Preocupações com a Segurança na Temporada 2026 da Fórmula 1
A temporada de Fórmula 1 de 2026 ainda está por iniciar, mas já surgem preocupações significativas relacionadas à segurança. Um dos pontos que está sendo avaliado é a possibilidade de mudanças no procedimento de largada, motivadas pelas dificuldades que os carros enfrentam ao deixar o grid de largada.
Mudanças nos Motores e o Impacto nos Procedimentos de Largada
As alterações no regulamento para a temporada de 2026 introduziram uma modificação bastante significativa nos motores. A nova configuração passará a dividir a potência entre a combustão interna e a potência elétrica em uma proporção de 50/50. Essa mudança coloca a gestão de energia como um aspecto crucial durante as corridas.
Entretanto, essa inovação trouxe desafios para os competidores, especialmente no que diz respeito aos procedimentos de início de prova. O problema central identificado é que os pilotos estão levando mais tempo para configurar seus carros para a largada, em razão da remoção do MGU-H. Este motor elétrico tinha a função de acelerar o turbocompressor em conjunto com o motor de combustão interna, ajudando a minimizar o atraso na resposta do turbo nas faixas de rotação mais baixas, até que o MGU-K entrasse em ação.
Desafios na Fase Inicial do Processo de Largada
Sem o MGU-H, tanto o motor de combustão interna quanto o turbocompressor precisam atuar na fase inicial do processo de largada. Isso resulta em um menor controle das equipes sobre a inércia do turbo, o que é essencial para manter a rotação em níveis adequados até que o MGU-K comece a funcionar. Com a nova configuração do motor, o tempo necessário para a preparação do carro para a largada se estende em comparação com a era anterior.
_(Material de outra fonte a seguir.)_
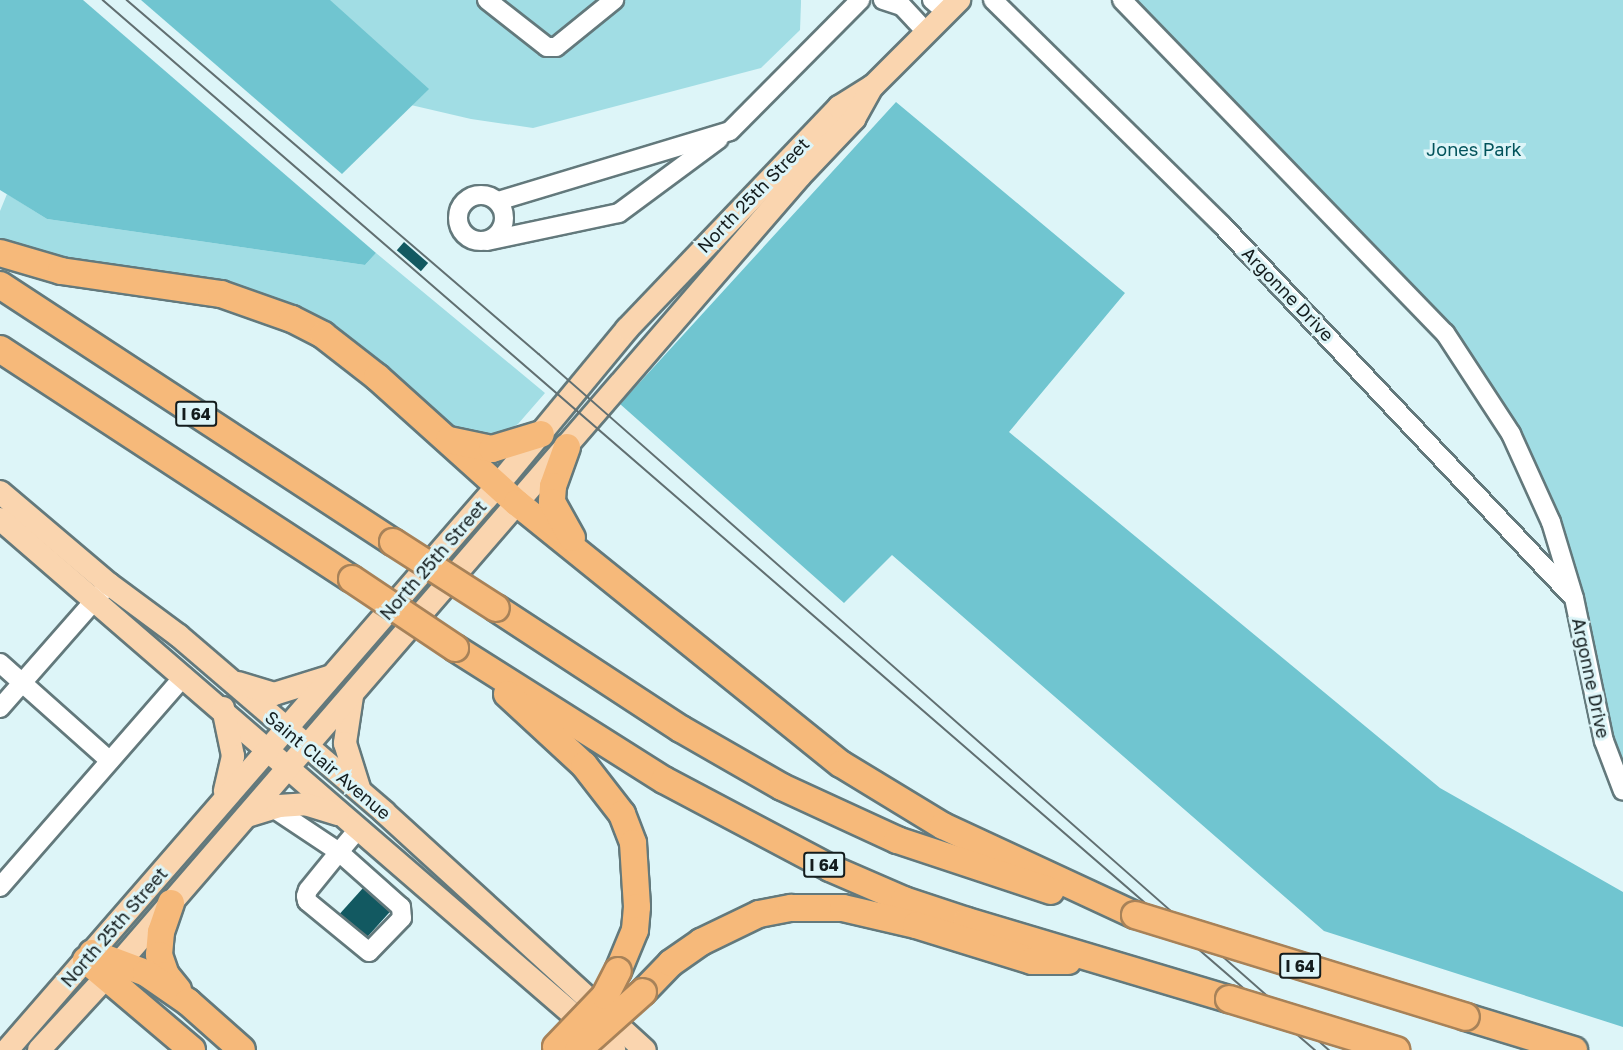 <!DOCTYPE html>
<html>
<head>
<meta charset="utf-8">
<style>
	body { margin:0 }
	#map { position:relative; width:1623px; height:1050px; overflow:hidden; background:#ddf5f8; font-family:"Golos Text",sans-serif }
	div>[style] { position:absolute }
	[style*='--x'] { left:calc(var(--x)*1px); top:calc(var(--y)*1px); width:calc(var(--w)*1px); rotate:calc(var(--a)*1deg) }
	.green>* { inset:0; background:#a1dde4 }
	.forest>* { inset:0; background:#70c5d0 }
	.building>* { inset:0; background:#125961; transform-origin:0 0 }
	.roads { filter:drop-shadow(2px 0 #63797c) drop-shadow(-2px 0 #63797c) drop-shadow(0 2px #63797c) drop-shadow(0 -2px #63797c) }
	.minor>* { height:18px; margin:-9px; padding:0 9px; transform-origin:9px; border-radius:9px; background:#fff }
	.minor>.ring { margin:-9px; padding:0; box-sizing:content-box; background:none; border:18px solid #fff; border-radius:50% }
	.major>* { height:22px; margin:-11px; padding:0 11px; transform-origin:11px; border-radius:11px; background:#fad5af }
	.highway>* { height:26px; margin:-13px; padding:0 13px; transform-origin:13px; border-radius:13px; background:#f6b97a }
	.tram>* { height:1.5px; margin:-0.75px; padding:0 0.75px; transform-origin:0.75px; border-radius:0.75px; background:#616f71 }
	.bridges { filter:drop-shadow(2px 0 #a78259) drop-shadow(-2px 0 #a78259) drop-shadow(0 2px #a78259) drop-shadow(0 -2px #a78259) }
	.highway-bridge>* { height:26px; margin:-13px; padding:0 13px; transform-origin:13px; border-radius:13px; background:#f6b97a }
	span { translate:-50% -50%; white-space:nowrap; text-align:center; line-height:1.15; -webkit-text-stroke:6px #ddf5f8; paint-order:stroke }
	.shield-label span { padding:2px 4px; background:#ddf5f8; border:2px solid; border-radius:4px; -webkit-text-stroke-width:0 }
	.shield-label { font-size:16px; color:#131c1d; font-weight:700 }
	.park-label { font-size:18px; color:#02535b }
	.street-label { font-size:18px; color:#131c1d }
</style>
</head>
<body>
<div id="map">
	<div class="green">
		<i style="clip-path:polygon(280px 0,801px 0,801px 3px,800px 30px,761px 68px,533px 128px,471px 119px,398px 102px)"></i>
		<i style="clip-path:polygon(1122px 0,1623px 0,1623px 791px,1551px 522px,1445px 333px)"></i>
		<i style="clip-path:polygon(7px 194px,47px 219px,365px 265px,376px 253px,545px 393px,518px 424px,492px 439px,454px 433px,434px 416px,430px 405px,335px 328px,277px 299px,218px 280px,47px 258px,0 241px,0 211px)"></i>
	</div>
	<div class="forest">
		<i style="clip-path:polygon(0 0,83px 0,376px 253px,365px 265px,47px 219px,0 190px)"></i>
		<i style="clip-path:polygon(141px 0,330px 0,429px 89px,342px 174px)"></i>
		<i style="clip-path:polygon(896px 102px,1125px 293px,1009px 432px,1440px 788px,1623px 892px,1623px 1027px,1324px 931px,892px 555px,844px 603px,620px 404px)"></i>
	</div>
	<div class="building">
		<i style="left:404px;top:242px;width:32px;height:11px;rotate:41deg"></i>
		<i style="left:363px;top:888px;width:36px;height:35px;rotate:42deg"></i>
	</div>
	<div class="roads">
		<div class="minor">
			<i style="--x:487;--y:0;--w:76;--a:38.1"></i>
			<i style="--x:547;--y:47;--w:9;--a:0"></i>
			<i style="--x:556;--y:47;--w:75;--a:-39"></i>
			<i style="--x:883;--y:0;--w:20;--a:18"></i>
			<i style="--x:902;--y:6;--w:35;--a:47"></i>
			<i style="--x:932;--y:0;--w:18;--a:41"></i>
			<i style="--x:993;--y:0;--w:320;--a:44.5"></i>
			<i style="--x:1221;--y:224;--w:510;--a:46.67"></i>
			<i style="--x:1122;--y:0;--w:464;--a:45.9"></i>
			<i style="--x:1445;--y:333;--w:121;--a:56.8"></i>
			<i style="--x:1511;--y:434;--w:97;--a:65.6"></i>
			<i style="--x:1551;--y:522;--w:79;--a:73.2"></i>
			<i style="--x:1574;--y:598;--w:146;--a:78.2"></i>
			<i style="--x:1604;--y:741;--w:53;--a:69.2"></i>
			<i class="ring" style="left:458px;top:195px;width:28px;height:28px"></i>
			<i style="--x:498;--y:201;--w:242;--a:-16.8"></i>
			<i style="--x:730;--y:131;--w:185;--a:-45.2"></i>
			<i style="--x:487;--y:241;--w:135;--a:-12"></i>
			<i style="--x:619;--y:213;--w:124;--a:-36.5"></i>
			<i style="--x:0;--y:663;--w:147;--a:41.7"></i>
			<i style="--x:0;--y:708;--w:154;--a:-48.7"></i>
			<i style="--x:273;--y:808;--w:79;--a:33.7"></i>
			<i style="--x:339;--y:852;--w:83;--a:41.6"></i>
			<i style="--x:401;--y:907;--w:11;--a:85"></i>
			<i style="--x:402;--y:918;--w:47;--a:134.1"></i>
			<i style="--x:369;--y:952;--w:80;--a:-140.6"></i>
			<i style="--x:307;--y:901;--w:5;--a:-101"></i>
			<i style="--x:306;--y:896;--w:6;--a:-72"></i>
			<i style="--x:308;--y:890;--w:49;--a:-50.8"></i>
			<i style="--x:339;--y:852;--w:31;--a:-50"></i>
			<i style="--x:0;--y:887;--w:280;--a:-48.9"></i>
		</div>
		<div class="major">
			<i style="--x:0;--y:492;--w:143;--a:40.2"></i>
			<i style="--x:109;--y:584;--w:87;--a:36.6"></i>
			<i style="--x:179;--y:636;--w:270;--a:40.6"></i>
			<i style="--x:384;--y:812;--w:353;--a:42.4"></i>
			<i style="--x:0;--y:519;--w:812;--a:40.85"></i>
			<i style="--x:238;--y:683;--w:38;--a:17"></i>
			<i style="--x:274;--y:694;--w:58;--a:-17.2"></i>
			<i style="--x:352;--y:696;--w:48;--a:98.5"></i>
			<i style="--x:345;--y:743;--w:47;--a:72.7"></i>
			<i style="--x:223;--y:708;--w:49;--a:78.2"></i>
			<i style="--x:233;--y:756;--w:36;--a:103"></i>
			<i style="--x:247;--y:816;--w:34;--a:-17"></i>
			<i style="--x:279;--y:806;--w:26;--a:-4"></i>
			<i style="--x:305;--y:804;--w:34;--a:17"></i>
			<i style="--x:7;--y:1050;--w:749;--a:-49.01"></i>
			<i style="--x:498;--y:485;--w:202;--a:-50.4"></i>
			<i style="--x:627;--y:329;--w:307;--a:-46.3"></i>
			<i style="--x:839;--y:107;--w:40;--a:-32"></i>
			<i style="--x:873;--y:86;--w:122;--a:-45"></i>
			<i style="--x:39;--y:1050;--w:120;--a:-47.4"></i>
			<i style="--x:120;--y:962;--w:1039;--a:-49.14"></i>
			<i style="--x:800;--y:176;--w:79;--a:-46.5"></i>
			<i style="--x:854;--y:119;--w:37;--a:-61"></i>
		</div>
		<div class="highway">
			<i style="--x:0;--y:253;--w:64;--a:16.4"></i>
			<i style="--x:61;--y:271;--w:162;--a:8.2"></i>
			<i style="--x:221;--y:294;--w:75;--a:19.4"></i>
			<i style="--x:292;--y:319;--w:35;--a:27"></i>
			<i style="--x:323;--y:335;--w:68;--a:37.9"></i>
			<i style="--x:377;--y:377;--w:188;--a:42"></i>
			<i style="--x:517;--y:503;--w:416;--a:38.9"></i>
			<i style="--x:841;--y:764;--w:119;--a:31.3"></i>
			<i style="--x:943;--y:826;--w:212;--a:24.9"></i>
			<i style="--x:0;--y:285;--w:470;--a:33.2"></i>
			<i style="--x:0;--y:349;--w:420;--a:33.2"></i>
			<i style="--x:449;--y:440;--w:44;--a:11.8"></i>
			<i style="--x:492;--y:449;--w:51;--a:-17"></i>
			<i style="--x:567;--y:447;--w:41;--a:109.7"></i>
			<i style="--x:553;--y:486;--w:16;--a:94"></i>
			<i style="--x:552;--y:502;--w:41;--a:60.9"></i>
			<i style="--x:496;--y:608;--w:221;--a:33.2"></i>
			<i style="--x:681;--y:729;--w:116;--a:29.9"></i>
			<i style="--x:782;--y:787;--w:127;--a:24.7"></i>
			<i style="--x:897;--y:840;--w:162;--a:18.3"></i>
			<i style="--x:455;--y:648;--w:247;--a:32.3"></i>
			<i style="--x:664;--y:780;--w:188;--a:27.9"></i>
			<i style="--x:830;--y:868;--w:81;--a:23.4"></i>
			<i style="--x:904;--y:900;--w:66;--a:18.4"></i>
			<i style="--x:967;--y:921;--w:273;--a:16.6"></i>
			<i style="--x:507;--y:694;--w:105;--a:42.7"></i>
			<i style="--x:584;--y:765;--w:62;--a:52.2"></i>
			<i style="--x:622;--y:814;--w:31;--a:69"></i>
			<i style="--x:633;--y:843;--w:64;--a:86.4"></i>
			<i style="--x:637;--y:907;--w:23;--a:95"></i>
			<i style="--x:635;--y:930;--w:44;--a:112.5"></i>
			<i style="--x:171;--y:903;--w:31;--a:109"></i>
			<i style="--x:161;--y:932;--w:23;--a:95"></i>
			<i style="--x:159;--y:955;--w:21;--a:71"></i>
			<i style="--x:166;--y:975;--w:19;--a:51"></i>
			<i style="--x:92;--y:953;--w:58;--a:20.3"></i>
			<i style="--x:146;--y:973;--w:51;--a:34.6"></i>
			<i style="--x:188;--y:1002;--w:72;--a:41.6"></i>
			<i style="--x:86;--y:960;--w:139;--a:40.3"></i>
			<i style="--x:643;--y:992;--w:40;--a:-46"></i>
			<i style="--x:671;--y:963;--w:37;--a:-35"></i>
			<i style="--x:701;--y:942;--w:64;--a:-25.8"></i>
			<i style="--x:759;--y:914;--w:33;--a:-11"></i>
			<i style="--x:791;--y:908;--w:52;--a:0"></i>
			<i style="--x:843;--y:908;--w:75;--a:13.1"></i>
			<i style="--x:916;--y:925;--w:121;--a:17.2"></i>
			<i style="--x:1032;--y:961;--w:36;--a:0"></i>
			<i style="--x:1466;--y:1017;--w:113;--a:17"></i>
		</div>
	</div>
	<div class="tram">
		<i style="--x:103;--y:0;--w:1604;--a:40.9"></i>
		<i style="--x:127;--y:0;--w:543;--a:40.67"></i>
		<i style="--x:539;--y:354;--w:1053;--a:41.38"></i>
	</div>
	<div class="bridges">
		<div class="highway-bridge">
			<i style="--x:393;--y:542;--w:122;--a:32.7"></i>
			<i style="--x:352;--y:579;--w:124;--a:33.8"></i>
			<i style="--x:1135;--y:915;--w:346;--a:17.1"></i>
			<i style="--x:1229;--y:999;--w:175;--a:17"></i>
			<i style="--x:556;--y:1047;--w:71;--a:-46.1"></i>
			<i style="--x:605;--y:996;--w:28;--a:-63"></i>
			<i style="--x:578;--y:1050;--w:87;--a:-41.7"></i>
		</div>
	</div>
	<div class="shield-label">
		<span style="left:196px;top:414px">I 64</span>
		<span style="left:824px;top:865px">I 64</span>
		<span style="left:1300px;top:966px">I 64</span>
	</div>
	<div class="park-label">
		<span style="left:1474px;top:149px">Jones Park</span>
	</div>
	<div class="street-label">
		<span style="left:753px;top:195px;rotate:-46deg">North 25th Street</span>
		<span style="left:1288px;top:294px;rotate:46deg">Argonne Drive</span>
		<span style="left:433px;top:560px;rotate:-49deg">North 25th Street</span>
		<span style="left:1591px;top:678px;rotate:78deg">Argonne Drive</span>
		<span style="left:328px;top:765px;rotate:40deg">Saint Clair Avenue</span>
		<span style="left:114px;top:927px;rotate:-49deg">North 25th Street</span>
	</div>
</div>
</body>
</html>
Atualmente, quando o último carro se posiciona no grid, a primeira das cinco luzes vermelhas se acende. As luzes seguintes acendem em intervalos de um segundo. Assim que todas as luzes estão acesas, o diretor de largada aciona o botão que autoriza a saída. Normalmente, esse procedimento não leva mais do que dois a três segundos, totalizando menos de dez segundos entre a parada do último carro no grid e o início da corrida.
Riscos para os Últimos Carros do Pelotão
Contudo, para os últimos carros do pelotão, esse intervalo de tempo pode não ser suficiente para que os pilotos coloquem seus veículos na janela de largada, o que pode resultar em um cenário caótico nos primeiros momentos da disputa.
Diante dessa situação, a Federação Internacional de Automobilismo (FIA) realizou uma série de simulações no Bahrein e avaliou os processos do sistema, além das verificações técnicas, buscando coletar o máximo de dados possível. O objetivo das simulações foi entender melhor os desafios que os pilotos estão enfrentando no novo cenário.
Discussões na Comissão da Fórmula 1
Com as informações obtidas nas simulações, o tema será debatido na Comissão da Fórmula 1, que está programada para ocorrer na próxima semana. Existe a possibilidade de que um ajuste no procedimento de largada seja implementado antes da realização do Grande Prêmio da Austrália.
Vários nomes importantes na Fórmula 1, como Pierre Gasly, Oscar Piastri e Andrea Stella, expressaram suas preocupações sobre o assunto, sendo bastante vocais em suas colocações durante o evento em Sakhir.